- TASK GOAL -
Omitting all pictures, retype the entries below exactly as given.

^^^^^^^^^^^^^^^^

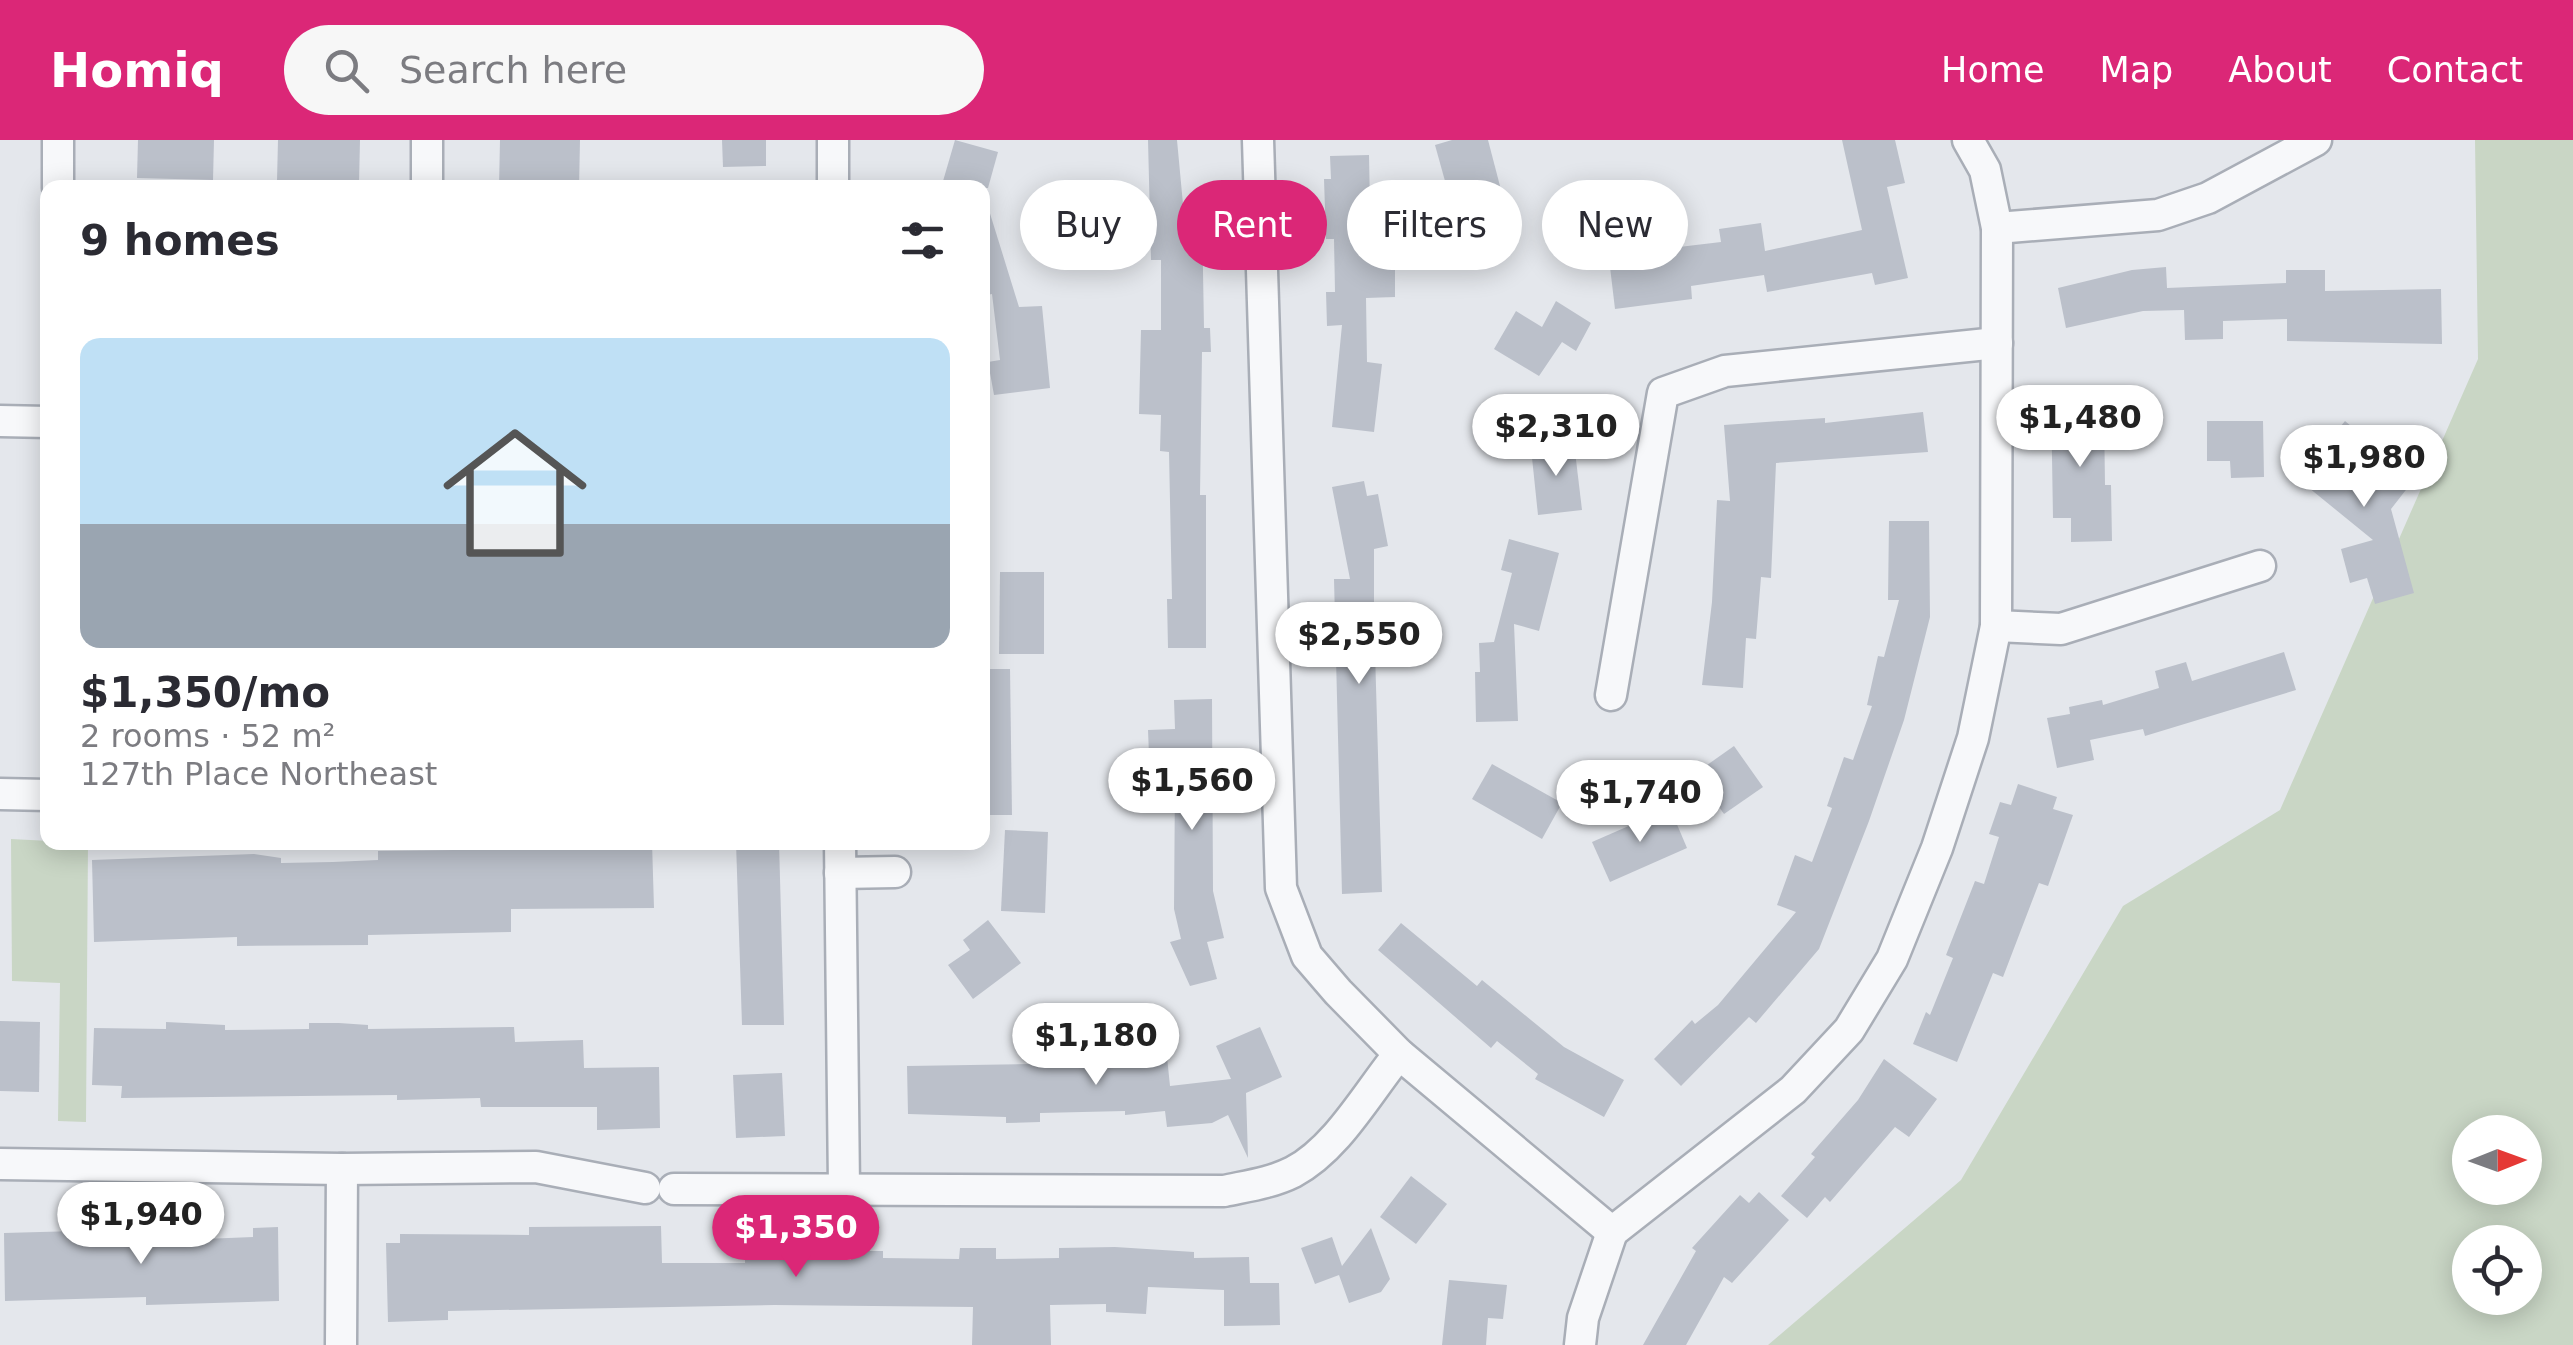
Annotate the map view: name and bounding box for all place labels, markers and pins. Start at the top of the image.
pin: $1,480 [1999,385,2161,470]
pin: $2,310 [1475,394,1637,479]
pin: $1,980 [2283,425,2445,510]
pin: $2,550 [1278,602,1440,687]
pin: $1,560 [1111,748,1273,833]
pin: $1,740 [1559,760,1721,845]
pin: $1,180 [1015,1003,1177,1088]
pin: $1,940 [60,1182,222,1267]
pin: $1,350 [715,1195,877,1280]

^^^^^^^^^^^^^^^^

- WRITTEN ANSWER -
Annotate the map view: name and bounding box for all place labels, markers and pins. Start at the top of the image.
pin: $1,480 [1999,385,2161,470]
pin: $2,310 [1475,394,1637,479]
pin: $1,980 [2283,425,2445,510]
pin: $2,550 [1278,602,1440,687]
pin: $1,560 [1111,748,1273,833]
pin: $1,740 [1559,760,1721,845]
pin: $1,180 [1015,1003,1177,1088]
pin: $1,940 [60,1182,222,1267]
pin: $1,350 [715,1195,877,1280]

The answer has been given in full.